Nearly two centuries later, the vendors set up along the village streets and on the green are hawking handcrafted art and signs (“Up here we don’t skinny dip …we chunky dunk”), handmade jewelry and sweaters , handcrafted spices and dips, local artisanal wines.

I buy some things for my sons’ birthday. (Matt, now 30, was born July 13. Mike, now 26, was born July 14.)

I remember French Festivals of the past.  One year, I recall browsing vendors’ stalls with one – and maybe two --strollers. Matt was in one stroller, his cousin Louis Benedetto was in another. We dragged Lou’s brother Michael , then maybe 4 or 5, by the hand.   Lou’s and Mike’s mom, my sister Marian –who lived in Tucson – was spending part of the summer with me. We were young mothers then, not women of a certain age.

I remember my father happily running to the firehouse where they sold French pastries on FrenchFest day, so he could score his Napoleons and French horns before they ran out. After my parents retired, they left New Jersey and moved a block away from our summer house to a year-round home. After my dad died in 1998, my mother slowly evaporated in that house until we figured out what to do with her in her dementia.
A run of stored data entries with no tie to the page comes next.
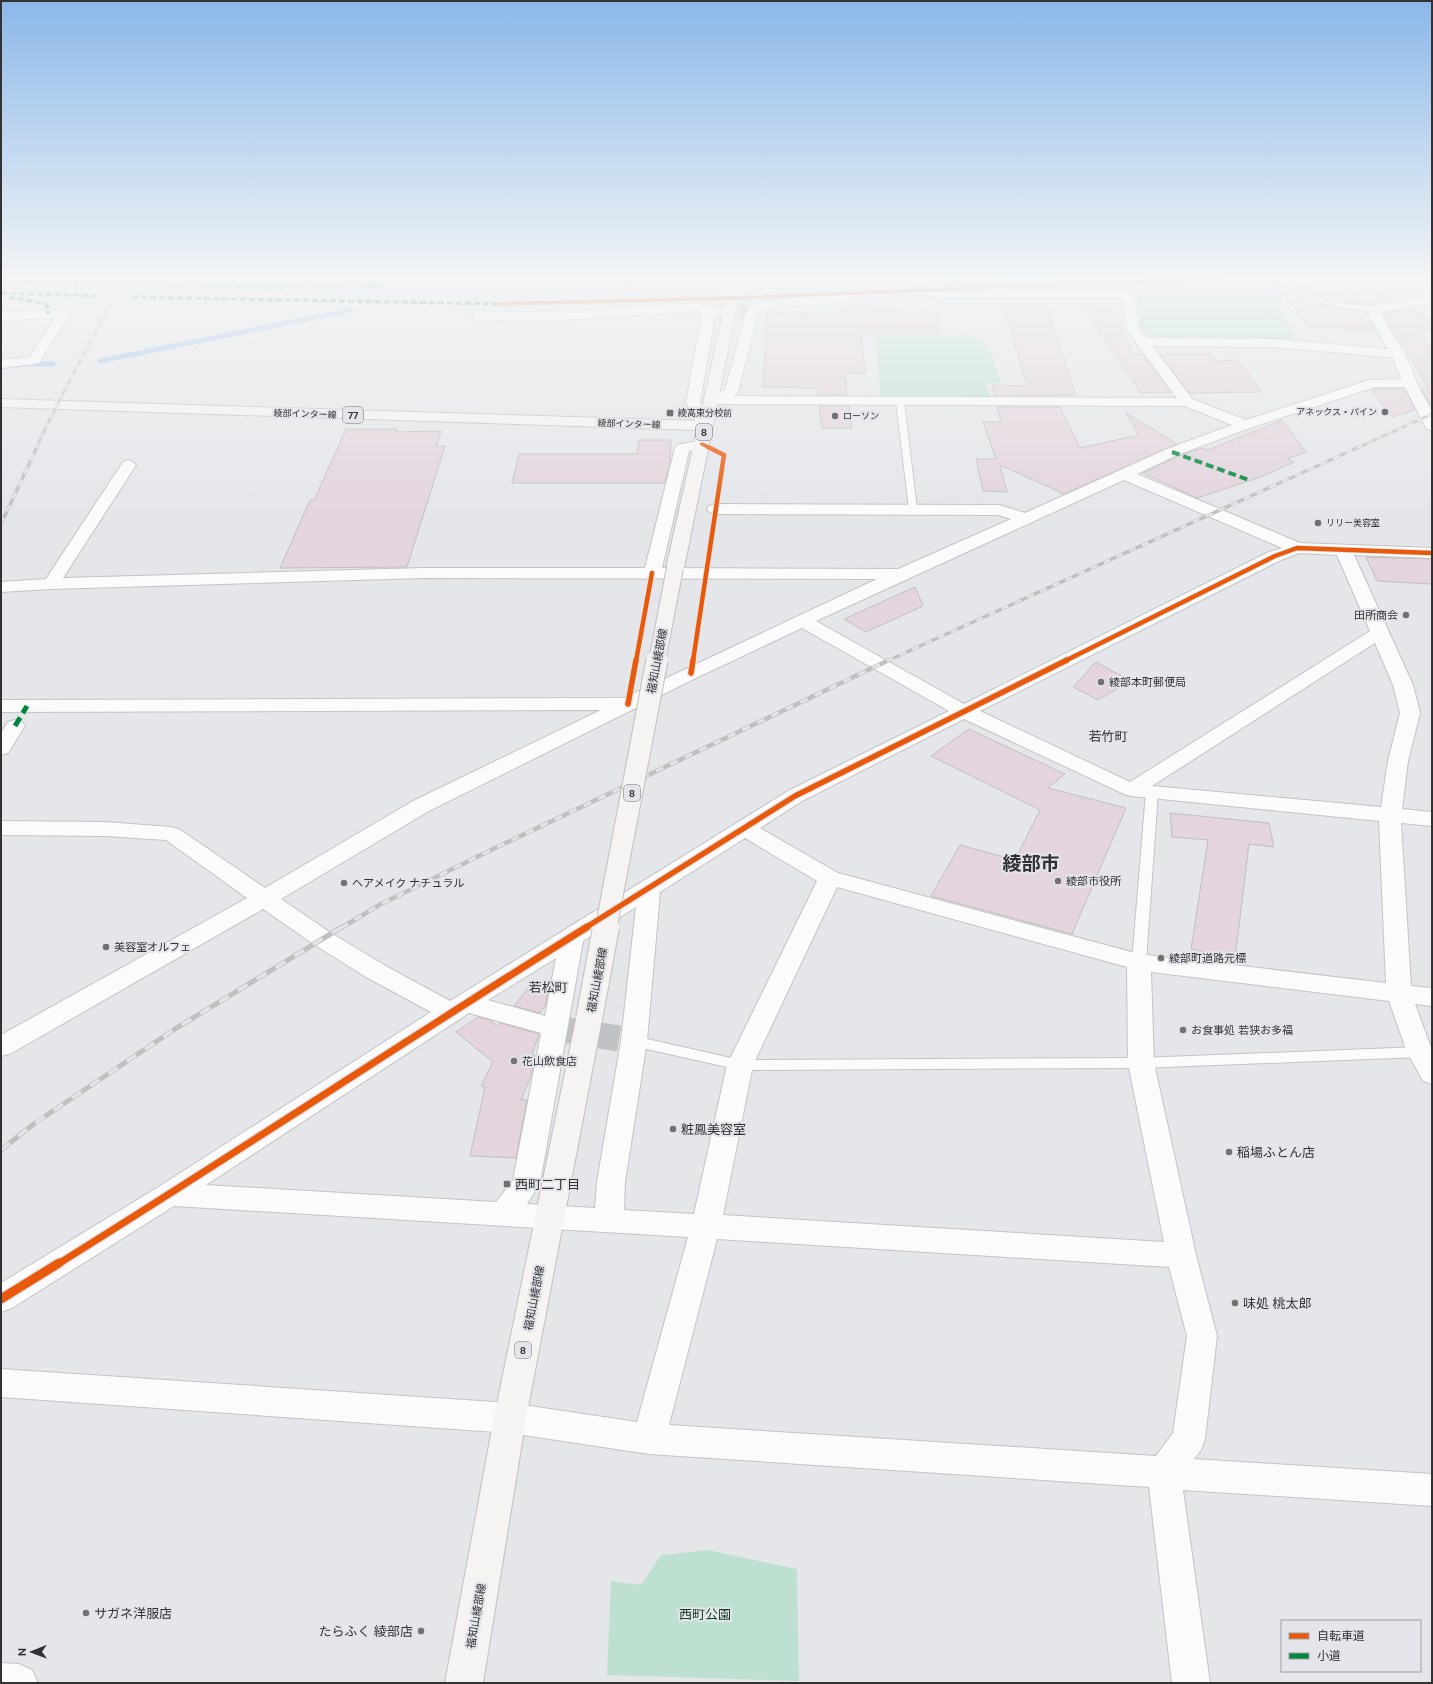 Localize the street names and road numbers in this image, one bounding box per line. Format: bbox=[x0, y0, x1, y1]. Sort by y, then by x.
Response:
street label: 綾部インター線 bbox=[273, 407, 338, 421]
road number: 77 bbox=[343, 407, 363, 423]
street label: 綾部インター線 bbox=[597, 417, 662, 431]
road number: 8 bbox=[696, 424, 712, 440]
street label: 福知山綾部線 bbox=[644, 627, 670, 695]
road number: 8 bbox=[624, 785, 640, 801]
street label: 福知山綾部線 bbox=[584, 946, 610, 1014]
street label: 福知山綾部線 bbox=[521, 1264, 547, 1332]
road number: 8 bbox=[515, 1342, 531, 1358]
street label: 福知山綾部線 bbox=[463, 1582, 489, 1650] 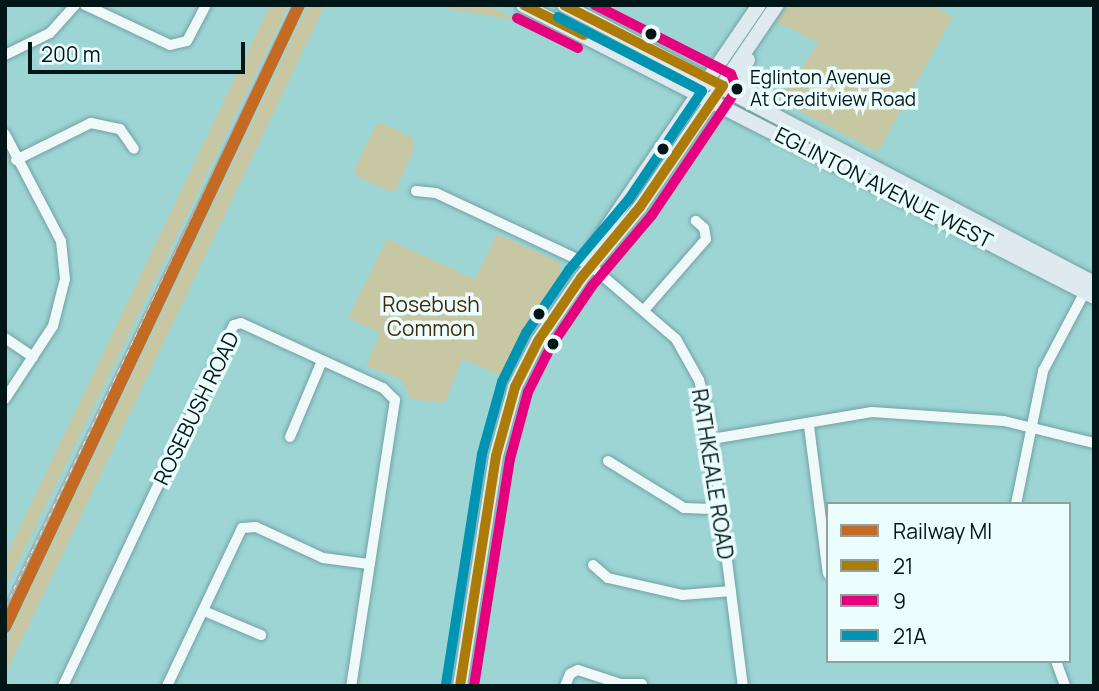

Cape Vincent is such a small town people know who you are even if you don’t know them.  One day two years back I forgot to retrieve my ATM card when I was getting cash from the machine outside the one bank on the one commercial street in town ( a street with many empty lots where stores and hotels have been demolished, for instance, the Red-amd-White Grocery, run by the Wiley brothers and burned to the ground in the  Eighties.) Hours after getting my cash and still unaware I had misplaced my card, I was riding my bike past the bank when a bank officer stepped out and called to me: “Hey, you forgot your ATM card.”

And they know you even when you are forgetting yourself. I remember Cape Vincent neighbors disapprovingly telling me how my mother would stand at the intersection by the one village grocery store still in town, looking east and west, north and south, trying to remember where she lived. She lived two blocks from the store.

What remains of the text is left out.